- [Exercise objective]: Below are some records. Pull every line that contains the word "strokeStyle".

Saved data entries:
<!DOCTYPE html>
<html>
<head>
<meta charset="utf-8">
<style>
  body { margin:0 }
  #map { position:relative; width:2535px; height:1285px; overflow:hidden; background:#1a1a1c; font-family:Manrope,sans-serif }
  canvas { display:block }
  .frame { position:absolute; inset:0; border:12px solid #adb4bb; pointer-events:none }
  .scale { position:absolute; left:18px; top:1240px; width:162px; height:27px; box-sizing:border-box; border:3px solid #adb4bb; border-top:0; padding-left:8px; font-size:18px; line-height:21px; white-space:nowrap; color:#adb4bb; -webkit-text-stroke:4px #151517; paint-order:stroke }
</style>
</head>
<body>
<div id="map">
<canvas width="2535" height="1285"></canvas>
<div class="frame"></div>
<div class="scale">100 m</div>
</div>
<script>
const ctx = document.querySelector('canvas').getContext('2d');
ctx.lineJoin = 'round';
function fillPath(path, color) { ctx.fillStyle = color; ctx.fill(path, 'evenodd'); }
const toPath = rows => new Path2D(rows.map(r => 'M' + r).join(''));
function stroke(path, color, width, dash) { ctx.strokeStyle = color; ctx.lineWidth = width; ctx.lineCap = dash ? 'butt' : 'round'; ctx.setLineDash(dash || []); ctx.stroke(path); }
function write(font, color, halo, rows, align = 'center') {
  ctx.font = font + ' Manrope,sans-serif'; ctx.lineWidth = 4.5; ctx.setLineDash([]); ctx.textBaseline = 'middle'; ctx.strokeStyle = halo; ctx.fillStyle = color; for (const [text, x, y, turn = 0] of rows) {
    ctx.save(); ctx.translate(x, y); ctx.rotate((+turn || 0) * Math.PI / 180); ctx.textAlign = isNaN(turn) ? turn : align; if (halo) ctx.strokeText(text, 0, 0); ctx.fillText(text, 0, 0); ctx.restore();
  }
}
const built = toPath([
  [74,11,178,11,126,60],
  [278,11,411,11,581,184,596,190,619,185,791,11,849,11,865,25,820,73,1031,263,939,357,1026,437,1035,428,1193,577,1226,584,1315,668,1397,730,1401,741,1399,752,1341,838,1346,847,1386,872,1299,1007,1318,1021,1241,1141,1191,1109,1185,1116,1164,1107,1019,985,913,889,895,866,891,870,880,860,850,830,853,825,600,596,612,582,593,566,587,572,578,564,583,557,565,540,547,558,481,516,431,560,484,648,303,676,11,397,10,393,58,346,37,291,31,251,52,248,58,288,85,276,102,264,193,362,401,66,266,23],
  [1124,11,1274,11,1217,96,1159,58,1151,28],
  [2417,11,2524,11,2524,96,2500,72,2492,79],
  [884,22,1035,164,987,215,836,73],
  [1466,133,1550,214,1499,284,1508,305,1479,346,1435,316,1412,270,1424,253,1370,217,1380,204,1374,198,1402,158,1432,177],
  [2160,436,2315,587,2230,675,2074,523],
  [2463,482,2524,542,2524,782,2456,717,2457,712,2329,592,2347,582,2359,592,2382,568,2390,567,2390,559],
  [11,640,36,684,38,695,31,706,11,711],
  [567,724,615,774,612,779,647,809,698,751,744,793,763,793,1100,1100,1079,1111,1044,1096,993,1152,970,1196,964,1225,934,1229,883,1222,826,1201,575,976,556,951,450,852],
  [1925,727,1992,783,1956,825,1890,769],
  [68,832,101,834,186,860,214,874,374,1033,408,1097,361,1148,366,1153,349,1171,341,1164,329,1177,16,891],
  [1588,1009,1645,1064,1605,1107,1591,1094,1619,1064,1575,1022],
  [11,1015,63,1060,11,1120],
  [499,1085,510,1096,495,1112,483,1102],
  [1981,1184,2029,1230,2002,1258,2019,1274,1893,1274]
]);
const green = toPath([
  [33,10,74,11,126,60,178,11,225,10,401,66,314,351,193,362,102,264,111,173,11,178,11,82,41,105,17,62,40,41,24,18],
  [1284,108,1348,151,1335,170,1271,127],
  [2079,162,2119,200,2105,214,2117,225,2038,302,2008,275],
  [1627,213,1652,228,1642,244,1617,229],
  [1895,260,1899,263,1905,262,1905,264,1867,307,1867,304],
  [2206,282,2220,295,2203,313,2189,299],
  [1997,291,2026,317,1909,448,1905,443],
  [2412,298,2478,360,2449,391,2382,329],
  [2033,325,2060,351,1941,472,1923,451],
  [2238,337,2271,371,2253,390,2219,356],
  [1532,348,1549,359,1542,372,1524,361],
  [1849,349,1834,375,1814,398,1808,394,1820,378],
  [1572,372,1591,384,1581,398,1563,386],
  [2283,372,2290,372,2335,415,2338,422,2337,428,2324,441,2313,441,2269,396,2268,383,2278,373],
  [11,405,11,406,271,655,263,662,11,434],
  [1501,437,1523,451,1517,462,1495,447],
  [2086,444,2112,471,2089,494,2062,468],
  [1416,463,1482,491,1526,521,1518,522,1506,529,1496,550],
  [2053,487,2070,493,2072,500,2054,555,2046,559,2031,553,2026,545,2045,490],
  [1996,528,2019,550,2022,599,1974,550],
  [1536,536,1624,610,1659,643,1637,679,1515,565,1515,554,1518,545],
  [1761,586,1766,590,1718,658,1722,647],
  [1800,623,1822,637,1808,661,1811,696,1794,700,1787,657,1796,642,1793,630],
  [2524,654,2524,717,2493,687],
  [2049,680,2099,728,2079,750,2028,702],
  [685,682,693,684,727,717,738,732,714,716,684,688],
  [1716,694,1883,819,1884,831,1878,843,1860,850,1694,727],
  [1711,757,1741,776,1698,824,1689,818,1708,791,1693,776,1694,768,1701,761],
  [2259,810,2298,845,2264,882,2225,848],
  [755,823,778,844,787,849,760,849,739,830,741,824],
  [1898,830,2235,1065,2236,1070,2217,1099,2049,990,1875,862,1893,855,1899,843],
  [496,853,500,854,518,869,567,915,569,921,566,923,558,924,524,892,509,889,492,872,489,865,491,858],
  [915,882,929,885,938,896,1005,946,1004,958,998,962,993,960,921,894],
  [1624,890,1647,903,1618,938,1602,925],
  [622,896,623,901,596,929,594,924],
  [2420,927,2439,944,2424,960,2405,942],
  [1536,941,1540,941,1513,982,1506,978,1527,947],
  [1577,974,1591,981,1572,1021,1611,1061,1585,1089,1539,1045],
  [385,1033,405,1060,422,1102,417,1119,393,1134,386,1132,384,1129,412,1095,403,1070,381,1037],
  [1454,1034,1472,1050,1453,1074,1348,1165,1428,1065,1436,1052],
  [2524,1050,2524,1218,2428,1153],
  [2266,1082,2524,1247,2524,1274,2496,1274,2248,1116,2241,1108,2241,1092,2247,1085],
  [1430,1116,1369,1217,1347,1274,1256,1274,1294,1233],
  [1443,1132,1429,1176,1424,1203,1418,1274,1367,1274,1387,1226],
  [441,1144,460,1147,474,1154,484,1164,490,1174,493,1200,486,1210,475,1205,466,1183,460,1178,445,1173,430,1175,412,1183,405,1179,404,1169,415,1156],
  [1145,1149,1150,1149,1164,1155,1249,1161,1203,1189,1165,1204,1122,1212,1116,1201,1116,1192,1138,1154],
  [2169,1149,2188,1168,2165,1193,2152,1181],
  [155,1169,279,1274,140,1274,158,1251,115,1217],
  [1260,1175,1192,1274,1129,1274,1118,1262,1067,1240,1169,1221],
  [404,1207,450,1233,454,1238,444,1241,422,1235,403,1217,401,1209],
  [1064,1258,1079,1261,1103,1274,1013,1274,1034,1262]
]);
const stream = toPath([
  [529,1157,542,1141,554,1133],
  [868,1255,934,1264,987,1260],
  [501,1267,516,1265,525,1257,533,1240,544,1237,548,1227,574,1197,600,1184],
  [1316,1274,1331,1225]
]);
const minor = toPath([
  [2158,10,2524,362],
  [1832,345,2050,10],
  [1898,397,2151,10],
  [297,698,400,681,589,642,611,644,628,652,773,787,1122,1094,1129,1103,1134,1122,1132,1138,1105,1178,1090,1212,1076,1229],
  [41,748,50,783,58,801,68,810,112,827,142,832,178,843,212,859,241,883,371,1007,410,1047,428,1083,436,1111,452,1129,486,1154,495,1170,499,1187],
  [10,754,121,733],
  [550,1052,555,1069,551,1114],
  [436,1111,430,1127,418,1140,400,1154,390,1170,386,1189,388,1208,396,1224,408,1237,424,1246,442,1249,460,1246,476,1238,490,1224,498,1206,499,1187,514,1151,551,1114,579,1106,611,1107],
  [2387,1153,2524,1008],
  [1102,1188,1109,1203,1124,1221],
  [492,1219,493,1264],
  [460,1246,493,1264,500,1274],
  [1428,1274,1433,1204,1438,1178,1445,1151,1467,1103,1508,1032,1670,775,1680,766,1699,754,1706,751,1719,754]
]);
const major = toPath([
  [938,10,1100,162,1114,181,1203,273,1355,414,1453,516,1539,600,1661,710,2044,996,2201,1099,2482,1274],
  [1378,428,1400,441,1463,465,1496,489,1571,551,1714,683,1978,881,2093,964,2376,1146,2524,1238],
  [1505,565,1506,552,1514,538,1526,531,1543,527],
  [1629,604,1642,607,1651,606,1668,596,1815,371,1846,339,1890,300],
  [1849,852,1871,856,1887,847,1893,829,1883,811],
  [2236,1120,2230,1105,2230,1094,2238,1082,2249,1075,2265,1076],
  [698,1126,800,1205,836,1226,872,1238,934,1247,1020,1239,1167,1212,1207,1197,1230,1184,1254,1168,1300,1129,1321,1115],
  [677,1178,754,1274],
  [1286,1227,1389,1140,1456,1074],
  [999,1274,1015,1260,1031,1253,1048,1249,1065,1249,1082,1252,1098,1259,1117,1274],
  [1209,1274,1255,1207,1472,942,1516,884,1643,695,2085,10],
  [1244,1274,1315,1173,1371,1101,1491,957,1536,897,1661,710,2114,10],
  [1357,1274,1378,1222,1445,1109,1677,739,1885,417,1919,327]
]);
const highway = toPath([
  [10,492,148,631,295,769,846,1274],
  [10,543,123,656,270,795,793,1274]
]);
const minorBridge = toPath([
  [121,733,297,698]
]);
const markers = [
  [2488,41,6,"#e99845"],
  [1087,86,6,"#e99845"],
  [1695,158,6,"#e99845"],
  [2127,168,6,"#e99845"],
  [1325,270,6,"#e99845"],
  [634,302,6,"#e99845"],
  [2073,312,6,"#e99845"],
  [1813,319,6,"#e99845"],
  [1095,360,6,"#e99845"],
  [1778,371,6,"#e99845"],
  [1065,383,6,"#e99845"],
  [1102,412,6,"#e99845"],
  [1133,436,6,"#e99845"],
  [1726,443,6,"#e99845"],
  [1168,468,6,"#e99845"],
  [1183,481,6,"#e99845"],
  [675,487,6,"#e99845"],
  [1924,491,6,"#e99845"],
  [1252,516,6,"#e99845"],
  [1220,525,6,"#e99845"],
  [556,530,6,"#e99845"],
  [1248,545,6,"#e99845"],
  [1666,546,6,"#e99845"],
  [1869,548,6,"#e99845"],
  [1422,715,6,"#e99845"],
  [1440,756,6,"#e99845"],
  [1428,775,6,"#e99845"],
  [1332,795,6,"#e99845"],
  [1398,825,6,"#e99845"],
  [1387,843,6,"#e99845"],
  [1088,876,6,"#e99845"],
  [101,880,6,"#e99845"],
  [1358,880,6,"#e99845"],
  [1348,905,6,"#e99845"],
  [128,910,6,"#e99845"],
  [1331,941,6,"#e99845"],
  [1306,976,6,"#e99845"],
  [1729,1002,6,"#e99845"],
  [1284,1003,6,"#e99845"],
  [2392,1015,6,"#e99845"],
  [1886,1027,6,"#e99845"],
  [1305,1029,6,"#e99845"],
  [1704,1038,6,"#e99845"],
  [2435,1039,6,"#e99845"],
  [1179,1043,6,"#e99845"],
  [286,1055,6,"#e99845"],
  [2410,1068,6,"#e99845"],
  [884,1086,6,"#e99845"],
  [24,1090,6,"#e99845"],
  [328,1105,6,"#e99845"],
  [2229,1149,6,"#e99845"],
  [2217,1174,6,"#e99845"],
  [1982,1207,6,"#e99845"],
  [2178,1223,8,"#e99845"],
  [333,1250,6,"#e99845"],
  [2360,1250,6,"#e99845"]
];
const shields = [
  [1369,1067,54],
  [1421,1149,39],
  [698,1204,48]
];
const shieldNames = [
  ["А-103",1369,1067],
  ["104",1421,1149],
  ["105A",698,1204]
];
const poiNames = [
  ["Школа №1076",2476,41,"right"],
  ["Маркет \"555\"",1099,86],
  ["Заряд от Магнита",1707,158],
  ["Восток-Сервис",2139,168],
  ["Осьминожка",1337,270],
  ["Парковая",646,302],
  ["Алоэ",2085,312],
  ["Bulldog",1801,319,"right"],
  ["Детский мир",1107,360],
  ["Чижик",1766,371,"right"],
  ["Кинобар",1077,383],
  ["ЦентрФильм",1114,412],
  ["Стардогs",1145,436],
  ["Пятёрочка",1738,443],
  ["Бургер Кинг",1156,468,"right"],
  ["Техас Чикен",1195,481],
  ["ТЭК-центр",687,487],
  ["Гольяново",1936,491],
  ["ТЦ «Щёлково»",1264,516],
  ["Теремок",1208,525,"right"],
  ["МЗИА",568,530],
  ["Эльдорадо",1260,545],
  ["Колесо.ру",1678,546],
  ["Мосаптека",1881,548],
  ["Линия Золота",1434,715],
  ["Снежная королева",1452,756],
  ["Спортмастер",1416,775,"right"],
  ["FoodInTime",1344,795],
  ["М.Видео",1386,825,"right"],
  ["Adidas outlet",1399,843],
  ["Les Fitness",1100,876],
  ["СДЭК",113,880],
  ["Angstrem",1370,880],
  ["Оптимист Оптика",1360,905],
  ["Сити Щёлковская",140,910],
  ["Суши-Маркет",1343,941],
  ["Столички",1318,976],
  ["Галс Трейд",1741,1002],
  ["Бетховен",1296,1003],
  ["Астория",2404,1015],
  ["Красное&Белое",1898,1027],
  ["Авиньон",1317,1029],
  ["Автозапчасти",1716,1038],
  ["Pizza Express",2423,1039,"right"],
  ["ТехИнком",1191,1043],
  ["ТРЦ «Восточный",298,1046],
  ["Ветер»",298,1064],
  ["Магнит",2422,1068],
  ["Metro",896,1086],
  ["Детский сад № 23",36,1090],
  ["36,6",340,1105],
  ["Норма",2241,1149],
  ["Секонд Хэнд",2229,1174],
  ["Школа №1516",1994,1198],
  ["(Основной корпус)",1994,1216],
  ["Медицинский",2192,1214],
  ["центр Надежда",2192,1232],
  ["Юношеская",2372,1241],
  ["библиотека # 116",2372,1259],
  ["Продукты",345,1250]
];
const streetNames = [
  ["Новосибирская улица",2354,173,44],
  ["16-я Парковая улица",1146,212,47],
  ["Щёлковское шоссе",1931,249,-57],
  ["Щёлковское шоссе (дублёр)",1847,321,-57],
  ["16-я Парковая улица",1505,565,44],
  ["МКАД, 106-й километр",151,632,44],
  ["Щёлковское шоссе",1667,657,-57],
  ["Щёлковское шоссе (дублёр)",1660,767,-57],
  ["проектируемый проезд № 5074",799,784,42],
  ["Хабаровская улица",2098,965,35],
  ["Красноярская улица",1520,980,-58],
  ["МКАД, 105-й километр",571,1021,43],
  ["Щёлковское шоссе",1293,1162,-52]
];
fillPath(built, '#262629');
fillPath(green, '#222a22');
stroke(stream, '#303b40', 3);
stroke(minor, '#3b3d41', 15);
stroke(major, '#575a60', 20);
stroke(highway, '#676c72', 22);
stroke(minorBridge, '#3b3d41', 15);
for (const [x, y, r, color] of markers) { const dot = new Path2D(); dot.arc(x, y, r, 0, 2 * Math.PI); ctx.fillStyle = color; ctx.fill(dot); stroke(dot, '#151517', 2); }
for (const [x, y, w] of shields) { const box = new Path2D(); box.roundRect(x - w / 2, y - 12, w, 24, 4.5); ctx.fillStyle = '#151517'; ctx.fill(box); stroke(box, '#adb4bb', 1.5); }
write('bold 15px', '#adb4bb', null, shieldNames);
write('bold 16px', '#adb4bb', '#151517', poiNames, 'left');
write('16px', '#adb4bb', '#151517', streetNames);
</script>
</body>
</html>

- [Result of the task]:
function stroke(path, color, width, dash) { ctx.strokeStyle = color; ctx.lineWidth = width; ctx.lineCap = dash ? 'butt' : 'round'; ctx.setLineDash(dash || []); ctx.stroke(path); }
  ctx.font = font + ' Manrope,sans-serif'; ctx.lineWidth = 4.5; ctx.setLineDash([]); ctx.textBaseline = 'middle'; ctx.strokeStyle = halo; ctx.fillStyle = color; for (const [text, x, y, turn = 0] of rows) {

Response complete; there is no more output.